The US currently has millions of AstraZeneca vaccine doses in a stockpile being unused. The vaccine doses were not yet available to the American public because AstraZeneca has yet to apply for emergency use authorisation from the Food and Drug Administration (FDA). Clinical trials were underway in the US for the vaccine.

AstraZeneca was approved in both Mexico and Canada, which was likely why the US was considering striking a deal between the two countries.

Senior officials in the Biden administration told CNN that they were considering a deal where the US gives AstraZeneca vaccine doses to the two countries now with the understanding that Mexico and Canada could supply the country with excess vaccine doses in future months.

The news of the vaccine agreement between the US, Canada, and Mexico comes as the European Medicines Agency has backed the continued usage of the Oxford/AstraZeneca vaccine in Europe following some concerns about safety.

“The committee has come to a clear scientific conclusion,” Emer Cooke, executive director of EMA said in a statement released on Thursday.

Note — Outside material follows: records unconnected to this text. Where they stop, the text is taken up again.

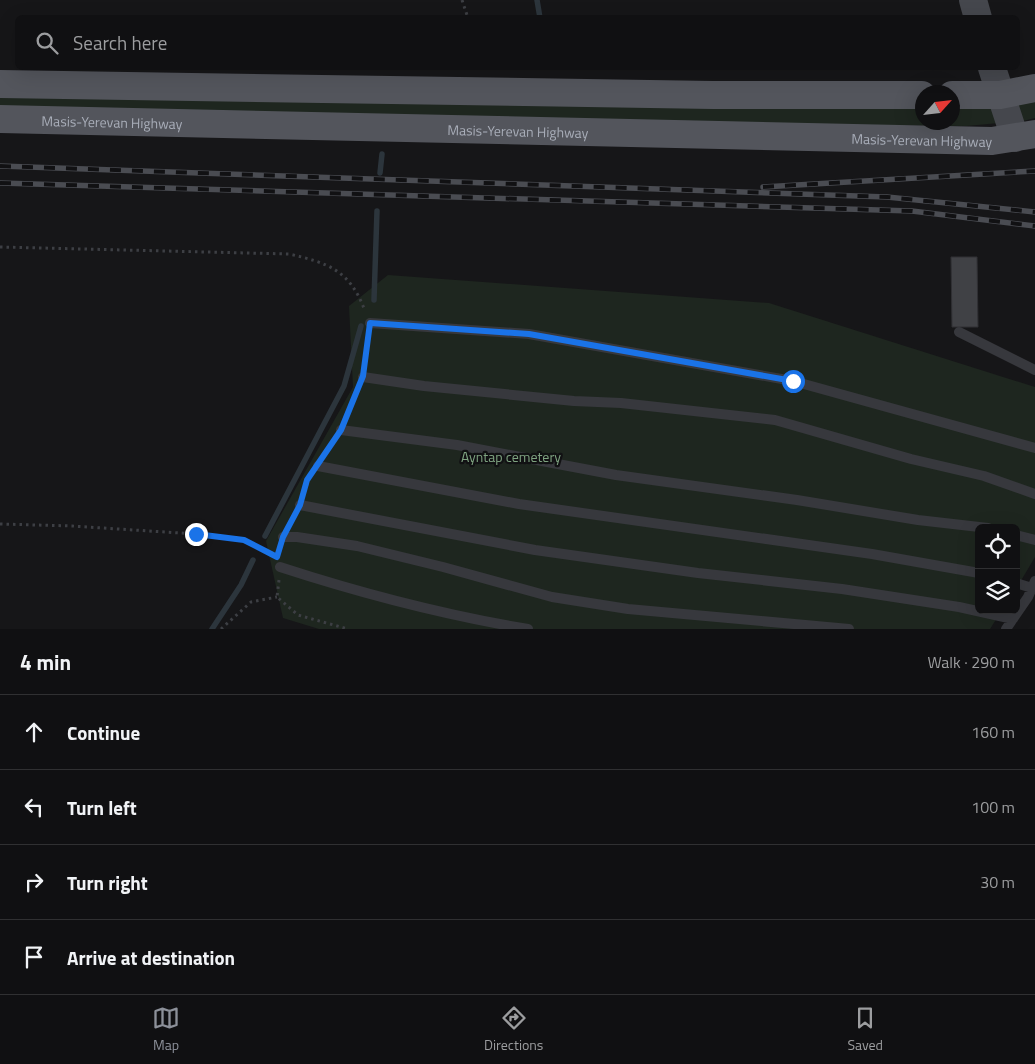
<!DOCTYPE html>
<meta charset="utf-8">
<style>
:root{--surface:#101012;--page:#19191b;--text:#f1f3f6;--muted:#9c9d9f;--line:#303032;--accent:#8c9099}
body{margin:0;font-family:"Titillium Web",sans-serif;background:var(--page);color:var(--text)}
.controls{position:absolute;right:15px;bottom:15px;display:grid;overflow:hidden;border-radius:8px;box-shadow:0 5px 20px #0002}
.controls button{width:45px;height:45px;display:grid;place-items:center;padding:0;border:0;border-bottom:1px solid var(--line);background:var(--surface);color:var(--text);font:25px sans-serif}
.compass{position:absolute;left:915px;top:85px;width:45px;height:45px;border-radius:50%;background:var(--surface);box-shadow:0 5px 20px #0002;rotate:63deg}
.stop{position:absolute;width:15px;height:15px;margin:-11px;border:4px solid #1a73e8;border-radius:50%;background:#fff}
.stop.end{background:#1a73e8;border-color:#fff;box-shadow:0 1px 5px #0008}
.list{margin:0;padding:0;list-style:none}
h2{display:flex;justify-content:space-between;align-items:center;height:65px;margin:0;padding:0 20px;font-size:21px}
h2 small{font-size:16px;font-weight:400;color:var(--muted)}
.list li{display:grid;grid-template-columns:32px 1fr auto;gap:15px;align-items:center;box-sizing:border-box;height:75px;padding:0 20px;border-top:1px solid var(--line)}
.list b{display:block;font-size:19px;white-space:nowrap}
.list em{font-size:16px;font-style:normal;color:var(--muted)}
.icon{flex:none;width:28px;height:28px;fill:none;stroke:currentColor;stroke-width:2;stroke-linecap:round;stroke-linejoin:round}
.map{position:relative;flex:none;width:1035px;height:629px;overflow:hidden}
.search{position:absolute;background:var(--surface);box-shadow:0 5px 20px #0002;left:15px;right:15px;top:15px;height:55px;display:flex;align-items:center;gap:12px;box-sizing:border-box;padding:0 18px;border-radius:8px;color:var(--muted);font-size:19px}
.sheet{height:365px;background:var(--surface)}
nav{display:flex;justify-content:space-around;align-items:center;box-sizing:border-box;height:70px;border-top:1px solid var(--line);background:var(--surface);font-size:14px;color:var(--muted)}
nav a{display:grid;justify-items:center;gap:2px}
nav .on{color:var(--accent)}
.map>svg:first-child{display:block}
.green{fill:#1e261f}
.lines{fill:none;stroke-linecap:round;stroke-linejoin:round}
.stream{stroke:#2c353c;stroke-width:5.5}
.building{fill:#404145;stroke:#303034}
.path{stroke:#3d3f44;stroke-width:3;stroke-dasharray:2.5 4;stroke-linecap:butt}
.lane{stroke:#37383d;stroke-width:10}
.secondary{stroke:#45474d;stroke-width:28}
.primary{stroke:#53555c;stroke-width:28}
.rail-casing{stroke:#4a4c52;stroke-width:5.5}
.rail{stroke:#111113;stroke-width:4;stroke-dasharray:11;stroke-linecap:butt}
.route{stroke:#1a73e8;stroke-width:6}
.labels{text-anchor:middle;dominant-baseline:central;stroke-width:4.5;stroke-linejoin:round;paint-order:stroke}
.street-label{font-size:14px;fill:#a8adb8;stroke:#111113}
.park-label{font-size:14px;fill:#7fa381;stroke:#111113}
</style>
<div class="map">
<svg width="1035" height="629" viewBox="0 0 1035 629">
<rect width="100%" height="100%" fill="#161618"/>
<path class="green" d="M0 95 922 108V122H952L953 108 992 106 999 123 966 126 587 122 0 109Z
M1035 99V118L1019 122 1012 104Z
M388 275 769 303 1035 387V557L1016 589V528H979V610H1002L990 629H319L283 618 266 541 353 387 349 306Z"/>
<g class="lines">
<path class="stream" d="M537 0 540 18
M380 173 382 154
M374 300 377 211
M265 536 344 386 361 326
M212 629 241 585 253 560"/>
</g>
<path class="building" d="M951 257H977L978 327H952Z"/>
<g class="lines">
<path class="path" d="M462 0 468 18
M0 247 289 254C328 263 350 270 365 311
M364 365 368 336
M346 419 359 388
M326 453 335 440
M304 492 311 475
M0 524 72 526 196 534 244 540 275 556
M279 580 277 597 298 615 348 629
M221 629 251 602 277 597"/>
<path class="lane" d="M370 323 529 334 793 381 1035 448
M959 332 1035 370
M363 377 424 386 574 401 621 403 775 420 911 459 984 476 1035 494
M341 430 457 445 616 475 797 500 918 520 988 528
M318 466 519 504 872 554 979 573
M300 505 535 550 698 573 842 589 959 607 1013 619
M1016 535 1035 540
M283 537H297L357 546 443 567 552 597 628 609 849 629
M280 567C360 593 444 615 528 629
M1016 583 1032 588
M1006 629 1028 597 1035 581"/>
<path class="secondary" d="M973 0 978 18
M992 68 1015 138"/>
<g class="primary">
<path d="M0 84 713 95H922"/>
<path d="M952 95H1000L1035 88"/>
<path id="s1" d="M0 119 992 141 1035 134"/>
</g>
<g class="rail-casing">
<path id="rail" d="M0 166 887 197 1035 212
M0 183 912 211 1035 226
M763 187 1035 171"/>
</g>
<use href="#rail" class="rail"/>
</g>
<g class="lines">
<path class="route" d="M196 534 244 540 277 557 283 537 300 505 307 480 341 430 363 376 370 323 529 334 793 381"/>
</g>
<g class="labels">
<g class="street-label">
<text stroke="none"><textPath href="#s1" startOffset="112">Masis-Yerevan Highway</textPath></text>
<text stroke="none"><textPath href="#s1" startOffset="518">Masis-Yerevan Highway</textPath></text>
<text stroke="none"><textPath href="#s1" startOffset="922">Masis-Yerevan Highway</textPath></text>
</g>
<g class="park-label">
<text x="511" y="456">Ayntap cemetery</text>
</g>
</g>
</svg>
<div class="controls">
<button><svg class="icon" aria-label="locate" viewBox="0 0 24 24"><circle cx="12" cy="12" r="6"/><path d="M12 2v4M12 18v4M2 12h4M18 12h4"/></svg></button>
<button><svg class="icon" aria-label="layers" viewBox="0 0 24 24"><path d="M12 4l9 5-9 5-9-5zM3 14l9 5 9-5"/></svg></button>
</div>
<svg class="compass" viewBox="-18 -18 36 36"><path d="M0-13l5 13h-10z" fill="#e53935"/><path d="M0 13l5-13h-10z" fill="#9c9d9f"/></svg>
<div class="stop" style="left:793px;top:381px"></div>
<div class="stop end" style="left:196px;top:534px"></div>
<div class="search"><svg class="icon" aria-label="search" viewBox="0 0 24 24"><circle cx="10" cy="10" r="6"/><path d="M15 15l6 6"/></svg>Search here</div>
</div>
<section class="sheet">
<h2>4 min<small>Walk · 290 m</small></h2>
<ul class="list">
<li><svg class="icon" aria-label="ahead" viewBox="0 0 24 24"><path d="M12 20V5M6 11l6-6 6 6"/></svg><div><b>Continue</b></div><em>160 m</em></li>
<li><svg class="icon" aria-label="left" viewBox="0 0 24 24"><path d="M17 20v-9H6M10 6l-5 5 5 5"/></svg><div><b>Turn left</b></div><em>100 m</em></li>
<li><svg class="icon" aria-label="right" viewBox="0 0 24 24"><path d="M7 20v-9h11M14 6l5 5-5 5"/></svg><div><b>Turn right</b></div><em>30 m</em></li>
<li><svg class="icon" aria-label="arrive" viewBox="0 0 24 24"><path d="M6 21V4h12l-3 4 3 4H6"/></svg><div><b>Arrive at destination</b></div></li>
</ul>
</section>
<nav>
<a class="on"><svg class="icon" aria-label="map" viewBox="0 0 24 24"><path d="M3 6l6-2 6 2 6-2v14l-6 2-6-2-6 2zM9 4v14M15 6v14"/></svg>Map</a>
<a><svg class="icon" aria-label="directions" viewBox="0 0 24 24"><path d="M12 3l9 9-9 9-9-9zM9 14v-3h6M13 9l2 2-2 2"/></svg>Directions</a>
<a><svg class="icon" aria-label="saved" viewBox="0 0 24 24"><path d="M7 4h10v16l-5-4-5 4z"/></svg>Saved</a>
</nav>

“This is a safe and effective vaccine, its benefits in protecting people from Covid-19 with the associated risks of death and hospitalisation outweigh the possible risks. The committee also concluded that the vaccine is not associated with an increase in the overall risk of thromboembolic events or blood clots.”

Eighteen countries across Europe have suspended the use of the vaccine following reports of five cases in the UK of people developing cerebral sinus vein thrombosis, or blood clots in the brain, after receiving the jab.

The Medicines and Healthcare Products Regulatory Agency, a UK health watchdog, said those five cases amounted to one in a million vaccinations, and could happen naturally.

The agency has insisted the vaccine was safe and shows no indications that it forms blood clots in those who receive a dose.